This approach provides a composite temporal key that uniquely identifies the quarter within its specific year, solving the ambiguity inherent in multi-year data. By combining year(), concat(), lit(), and quarter(), we generate the descriptive ‘YYYYQQ‘ format in a new column called year-quarter.

The resulting data showcases the distinction between different years clearly. Notice that ‘2022-03-31’ is labeled ‘2022Q1’, while ‘2023-03-31’ is labeled ‘2023Q1’. This differentiation is essential for accurate time-series comparisons and prevents metrics from different years but the same quarter number from being incorrectly grouped together. This format is often the preferred output for dashboarding and reporting systems due to its immediate interpretability.

The efficiency of the Spark functions ensures that this multi-step concatenation operation is performed rapidly across the distributed data partitions. The year-quarter column, generated by the syntax below, is a powerful new dimension for complex analytical workflows.

from pyspark.sql.functions import quarter, year, concat, lit

#extract year and quarter from each string in 'date' column
df_new = df.withColumn('year-quarter',
                       concat(year(df['date']), lit('Q'), quarter(df['date'])))

#view new DataFrame
df_new.show()

+----------+-----+------------+
|      date|sales|year-quarter|
+----------+-----+------------+
|2022-01-31|    6|      2022Q1|
|2022-02-28|    8|      2022Q1|
|2022-03-31|   10|      2022Q1|
|2022-04-30|    5|      2022Q2|
|2022-06-30|    4|      2022Q2|
|2022-09-30|    8|      2022Q3|
|2022-11-30|    8|      2022Q4|
|2023-01-31|    3|      2023Q1|
|2023-02-28|    5|      2023Q1|
|2023-03-31|   14|      2023Q1|
+----------+-----+------------+

The new year-quarter column contains the year and quarter of each date in the date column, providing a comprehensive temporal key. Note that we utilized the concat function to merge the numerical year and quarter with the ‘Q’ separator, which was included using the lit function to ensure it is treated as a column expression.

Deep Dive into Concat and Lit Functions

The functions concat and lit are foundational tools for generating complex string identifiers and metadata in Spark transformations. The concat function accepts an arbitrary number of Column objects and stitches their row values together. A key advantage in our date extraction example is its ability to automatically handle the conversion of the integer outputs from year() and quarter() into strings, eliminating the need for manual type casting functions like cast('string'). This simplifies the transformation logic significantly.

The lit function serves a crucial architectural purpose within PySpark. When defining a transformation using methods like withColumn, every argument used to calculate the new column’s value must be a Column expression—either a reference to an existing column or the result of a Spark function applied to a column. Raw Python values (like the string ‘Q’) are not natively supported as transformation inputs. The lit function converts this static Python literal into a Column object that contains the same constant value across every row, making it compatible with the Spark execution engine.

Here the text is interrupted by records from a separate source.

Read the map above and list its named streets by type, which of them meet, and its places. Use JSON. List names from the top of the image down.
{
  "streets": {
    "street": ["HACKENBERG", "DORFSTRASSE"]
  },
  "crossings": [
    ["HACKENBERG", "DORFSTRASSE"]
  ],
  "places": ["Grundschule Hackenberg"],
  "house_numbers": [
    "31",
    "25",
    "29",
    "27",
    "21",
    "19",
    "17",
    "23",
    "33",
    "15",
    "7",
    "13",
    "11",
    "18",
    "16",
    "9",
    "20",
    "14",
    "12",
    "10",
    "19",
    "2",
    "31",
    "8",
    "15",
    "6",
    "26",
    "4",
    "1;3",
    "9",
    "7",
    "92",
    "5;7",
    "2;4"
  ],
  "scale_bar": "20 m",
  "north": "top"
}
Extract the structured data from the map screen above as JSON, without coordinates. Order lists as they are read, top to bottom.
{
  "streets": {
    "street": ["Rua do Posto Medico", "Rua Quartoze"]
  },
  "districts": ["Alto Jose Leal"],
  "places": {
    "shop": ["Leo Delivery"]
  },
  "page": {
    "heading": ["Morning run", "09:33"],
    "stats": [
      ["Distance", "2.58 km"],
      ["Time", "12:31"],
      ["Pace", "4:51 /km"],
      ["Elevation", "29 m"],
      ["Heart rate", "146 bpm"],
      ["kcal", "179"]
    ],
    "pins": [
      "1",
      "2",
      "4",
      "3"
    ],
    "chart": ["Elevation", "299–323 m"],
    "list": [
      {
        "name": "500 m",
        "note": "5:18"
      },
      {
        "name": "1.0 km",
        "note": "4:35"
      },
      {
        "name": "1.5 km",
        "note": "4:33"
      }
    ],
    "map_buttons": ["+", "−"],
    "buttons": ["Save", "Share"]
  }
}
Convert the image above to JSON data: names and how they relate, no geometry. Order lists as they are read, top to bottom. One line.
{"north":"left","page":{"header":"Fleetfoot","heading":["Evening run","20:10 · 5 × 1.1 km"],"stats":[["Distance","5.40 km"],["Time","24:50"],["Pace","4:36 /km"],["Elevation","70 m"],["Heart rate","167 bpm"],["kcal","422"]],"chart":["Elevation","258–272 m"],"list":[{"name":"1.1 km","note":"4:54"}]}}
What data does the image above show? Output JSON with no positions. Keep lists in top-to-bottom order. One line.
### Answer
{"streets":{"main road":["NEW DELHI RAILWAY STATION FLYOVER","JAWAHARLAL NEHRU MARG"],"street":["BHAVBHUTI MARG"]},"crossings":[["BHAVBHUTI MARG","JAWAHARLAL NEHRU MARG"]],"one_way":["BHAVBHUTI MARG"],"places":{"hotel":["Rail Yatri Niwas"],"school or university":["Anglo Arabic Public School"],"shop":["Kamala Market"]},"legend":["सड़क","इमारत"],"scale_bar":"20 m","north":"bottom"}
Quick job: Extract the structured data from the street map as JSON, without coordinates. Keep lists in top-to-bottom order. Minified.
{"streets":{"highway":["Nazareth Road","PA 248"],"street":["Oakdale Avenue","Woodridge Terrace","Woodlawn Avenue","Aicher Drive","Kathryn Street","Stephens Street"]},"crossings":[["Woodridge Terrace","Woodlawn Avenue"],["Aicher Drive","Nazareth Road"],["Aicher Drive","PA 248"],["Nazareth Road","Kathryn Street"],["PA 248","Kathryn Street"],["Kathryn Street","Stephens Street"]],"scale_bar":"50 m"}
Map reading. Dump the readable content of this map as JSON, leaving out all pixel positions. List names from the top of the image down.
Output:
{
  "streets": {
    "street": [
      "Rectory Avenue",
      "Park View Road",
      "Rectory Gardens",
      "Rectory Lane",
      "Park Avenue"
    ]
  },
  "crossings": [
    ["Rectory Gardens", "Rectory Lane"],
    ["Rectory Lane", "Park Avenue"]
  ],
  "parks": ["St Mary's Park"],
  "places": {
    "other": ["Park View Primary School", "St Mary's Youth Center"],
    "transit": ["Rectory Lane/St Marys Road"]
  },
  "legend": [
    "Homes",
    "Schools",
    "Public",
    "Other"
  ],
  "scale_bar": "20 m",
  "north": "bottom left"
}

Understanding the interplay between concat and lit is essential for constructing robust, high-performance data transformations that incorporate both dynamic (column-derived) and static (constant) data points, extending far beyond date manipulation to tasks such as creating standardized identifiers or flag columns across your entire DataFrame.

Cite this article

stats writer (2026). How to Extract the Quarter from a Date in PySpark. PSYCHOLOGICAL SCALES. Retrieved from https://scales.arabpsychology.com/stats/how-can-i-extract-the-quarter-from-a-date-using-pyspark/

stats writer. "How to Extract the Quarter from a Date in PySpark." PSYCHOLOGICAL SCALES, 19 Jan. 2026, https://scales.arabpsychology.com/stats/how-can-i-extract-the-quarter-from-a-date-using-pyspark/.

stats writer. "How to Extract the Quarter from a Date in PySpark." PSYCHOLOGICAL SCALES, 2026. https://scales.arabpsychology.com/stats/how-can-i-extract-the-quarter-from-a-date-using-pyspark/.

stats writer (2026) 'How to Extract the Quarter from a Date in PySpark', PSYCHOLOGICAL SCALES. Available at: https://scales.arabpsychology.com/stats/how-can-i-extract-the-quarter-from-a-date-using-pyspark/.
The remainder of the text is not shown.